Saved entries
::::
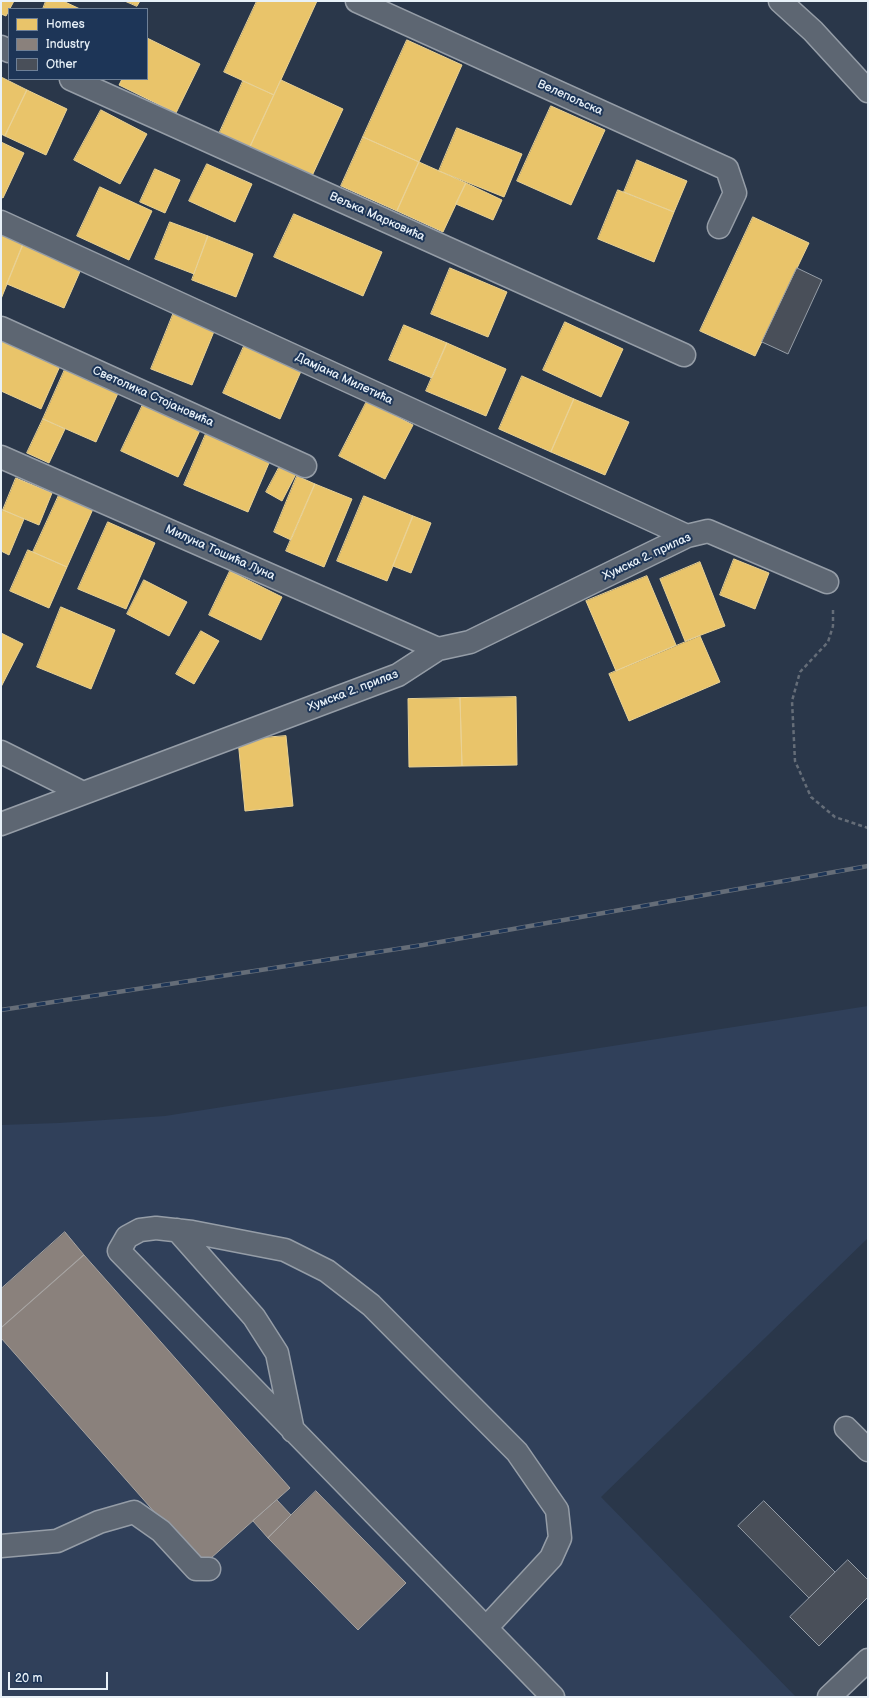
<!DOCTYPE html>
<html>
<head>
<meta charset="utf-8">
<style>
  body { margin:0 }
  #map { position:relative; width:869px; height:1698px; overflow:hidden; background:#2a374a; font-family:"Balsamiq Sans",sans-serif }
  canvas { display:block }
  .frame { position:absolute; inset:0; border:2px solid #e8f1f8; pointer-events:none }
  .legend { position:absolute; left:8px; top:8px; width:140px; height:72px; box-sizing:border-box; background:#1d3557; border:1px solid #6e8097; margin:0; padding:5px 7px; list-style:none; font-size:12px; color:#e8f1f8 }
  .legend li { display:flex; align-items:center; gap:8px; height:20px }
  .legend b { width:20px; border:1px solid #6e8097 }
  .scale { position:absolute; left:8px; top:1672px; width:100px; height:18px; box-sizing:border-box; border:2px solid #e8f1f8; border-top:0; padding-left:5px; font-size:12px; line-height:14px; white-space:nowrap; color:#e8f1f8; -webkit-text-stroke:3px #1d3557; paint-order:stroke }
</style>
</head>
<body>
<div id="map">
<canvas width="869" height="1698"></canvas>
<div class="frame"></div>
<ul class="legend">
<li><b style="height:11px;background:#e9c46a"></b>Homes</li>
<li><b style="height:11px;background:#8a817c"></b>Industry</li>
<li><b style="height:11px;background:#494f59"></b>Other</li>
</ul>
<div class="scale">20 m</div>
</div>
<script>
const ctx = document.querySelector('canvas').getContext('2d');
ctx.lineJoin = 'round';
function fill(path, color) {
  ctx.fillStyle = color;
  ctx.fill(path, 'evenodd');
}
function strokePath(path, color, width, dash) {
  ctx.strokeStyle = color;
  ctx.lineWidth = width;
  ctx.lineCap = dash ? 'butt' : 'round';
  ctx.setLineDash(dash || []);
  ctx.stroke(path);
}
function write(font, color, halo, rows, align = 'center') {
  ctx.font = font + ' "Balsamiq Sans",sans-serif';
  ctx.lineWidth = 4;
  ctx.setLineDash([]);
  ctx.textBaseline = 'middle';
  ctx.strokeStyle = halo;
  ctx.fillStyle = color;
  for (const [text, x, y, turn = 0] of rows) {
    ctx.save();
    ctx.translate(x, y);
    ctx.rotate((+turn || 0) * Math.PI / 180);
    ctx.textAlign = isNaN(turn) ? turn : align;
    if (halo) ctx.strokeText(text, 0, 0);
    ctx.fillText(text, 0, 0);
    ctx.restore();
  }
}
fill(new Path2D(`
  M868,1006V1238L601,1497L796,1697H1V1125L59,1123L165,1116Z`), '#30405a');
const homes = new Path2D(`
  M1,1H14L6,16L1,14Z
  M46,1H63L80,9H43Z
  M125,1H140L137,6Z
  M257,1H317L274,95L224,72Z
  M147,38L200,64L176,113L119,85L122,79H147Z
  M407,40L462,65L419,162L363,137Z
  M1,77L27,90L5,136L1,134Z
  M281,80L343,109L312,176L250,147Z
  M243,81L274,95L250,147L219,134Z
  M27,90L67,109L46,155L5,136Z
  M551,106L605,130L571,205L517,181Z
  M101,110L147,134L120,184L74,160Z
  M457,128L522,154L504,197L439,171Z
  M363,137L419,162L397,211L341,186Z
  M1,142L24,153L3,198L1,197Z
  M637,160L687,181L674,212L624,192Z
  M419,162L466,183L443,232L397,211Z
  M207,164L252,184L235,222L189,201Z
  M155,169L180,180L165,213L140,202Z
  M466,183L502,200L493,220L456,204Z
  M100,187L152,211L129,260L77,236Z
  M618,190L674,212L654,262L598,239Z
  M294,214L382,252L363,296L274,257Z
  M753,217L809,243L755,356L700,331Z
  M170,222L208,236L194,274L155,259Z
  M1,233L24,242L1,299Z
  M208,236L253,254L236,297L192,280Z
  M24,242L82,267L64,308L7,284Z
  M450,268L507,292L488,337L431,314Z
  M174,312L215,329L192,385L151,369Z
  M565,322L623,349L601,397L543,370Z
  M404,325L447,343L432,378L389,360Z
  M1,339L60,366L41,409L1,391Z
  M447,343L506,369L486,416L426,391Z
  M245,344L302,369L280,419L223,393Z
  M66,367L119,391L96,442L43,419Z
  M522,376L574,399L551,452L499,429Z
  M146,398L203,424L178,477L121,451Z
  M574,399L629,422L605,475L551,452Z
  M367,401L413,425L385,479L339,456Z
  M43,419L65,429L49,463L27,453Z
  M208,429L272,456L248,512L184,485Z
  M282,462L298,470L282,501L266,492Z
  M297,476L315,484L291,540L274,532Z
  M16,478L52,493L39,525L3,510Z
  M315,484L352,499L324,567L286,551Z
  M59,495L93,509L67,567L33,552Z
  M364,496L413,516L387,581L337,561Z
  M3,510L24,519L9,555L1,551V513Z
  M413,516L431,523L411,573L393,566Z
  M108,522L155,543L126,609L78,589Z
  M28,550L67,567L49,608L10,591Z
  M734,559L769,573L755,609L720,595Z
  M700,562L725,626L685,641L660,579Z
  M230,571L282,597L261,640L209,615Z
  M647,576L676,645L616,671L586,601Z
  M144,580L187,602L169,636L127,614Z
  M61,607L115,630L91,689L37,667Z
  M201,631L219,641L194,684L176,674Z
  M1,633L23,644L1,687Z
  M700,636L720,682L629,721L609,674Z
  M516,697L517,765L462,766L460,698Z
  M460,698L462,766L409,767L408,699Z
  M286,736L293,806L245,811L238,740Z`);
fill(homes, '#e9c46a');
strokePath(homes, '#e9d295', 1);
const industry = new Path2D(`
  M65,1232L84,1255L1,1328V1289Z
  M84,1255L290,1488L202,1566L1,1338V1328Z
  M316,1491L406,1583L358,1630L268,1538Z
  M277,1500L291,1515L268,1538L253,1521Z`);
fill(industry, '#8a817c');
strokePath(industry, '#a6a3a1', 1);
const building = new Path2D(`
  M797,268L822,280L788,354L762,342Z
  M764,1501L835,1572L809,1598L738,1526Z
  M848,1560L868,1580V1597L819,1646L790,1617Z`);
fill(building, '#494f59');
strokePath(building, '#959da7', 1);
const minor = new Path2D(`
  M357,1L727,169L735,193L719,227
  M1,47L9,51
  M71,79L684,355
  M1,222L687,536
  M1,328L305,466
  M1,457L438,649
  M1,752L81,792
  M1,824L398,675L438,649L470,642L687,536L708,531L827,582
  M177,1230L254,1317L277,1353L293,1431
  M846,1428L868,1450
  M1,1546L57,1541L99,1522L134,1512L161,1531L196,1569H209
  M486,1628L551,1558L560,1538L557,1510L517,1452L371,1305L327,1271L285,1250L192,1232L156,1228L140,1230L127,1237L119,1251L553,1697
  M829,1697L868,1660`);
const major = new Path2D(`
  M780,1L813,31L868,91`);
strokePath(minor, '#959da7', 25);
strokePath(major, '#959da7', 25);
strokePath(new Path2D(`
  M833,610V626L828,642L800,672L792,701L795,761L811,797L835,817L868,828`), '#656d78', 2.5, [4, 3]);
strokePath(minor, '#5d6672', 22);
strokePath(major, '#5d6672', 22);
const rail = new Path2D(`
  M1,1010L423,945L868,866`);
strokePath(rail, '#656d78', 4.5);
strokePath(rail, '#1d3557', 3, [9]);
write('12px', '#e8f1f8', '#1d3557', [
  ["Велепољска",570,98,24],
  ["Вељка Марковића",377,217,24],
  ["Дамјана Милетића",344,379,25],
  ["Светолика Стојановића",153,397,24],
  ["Милуна Тошића Луна",220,553,24],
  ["Хумска 2. прилаз",647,557,-25],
  ["Хумска 2. прилаз",353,691,-21]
]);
</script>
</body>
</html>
::::
> _Requirement_:
Write out the records above exactly. Begin with the first line, end with the line holding "display:flex; align-items:center; gap:8px;", and drop the pictures.

> _Answer space_:
<!DOCTYPE html>
<html>
<head>
<meta charset="utf-8">
<style>
  body { margin:0 }
  #map { position:relative; width:869px; height:1698px; overflow:hidden; background:#2a374a; font-family:"Balsamiq Sans",sans-serif }
  canvas { display:block }
  .frame { position:absolute; inset:0; border:2px solid #e8f1f8; pointer-events:none }
  .legend { position:absolute; left:8px; top:8px; width:140px; height:72px; box-sizing:border-box; background:#1d3557; border:1px solid #6e8097; margin:0; padding:5px 7px; list-style:none; font-size:12px; color:#e8f1f8 }
  .legend li { display:flex; align-items:center; gap:8px; height:20px }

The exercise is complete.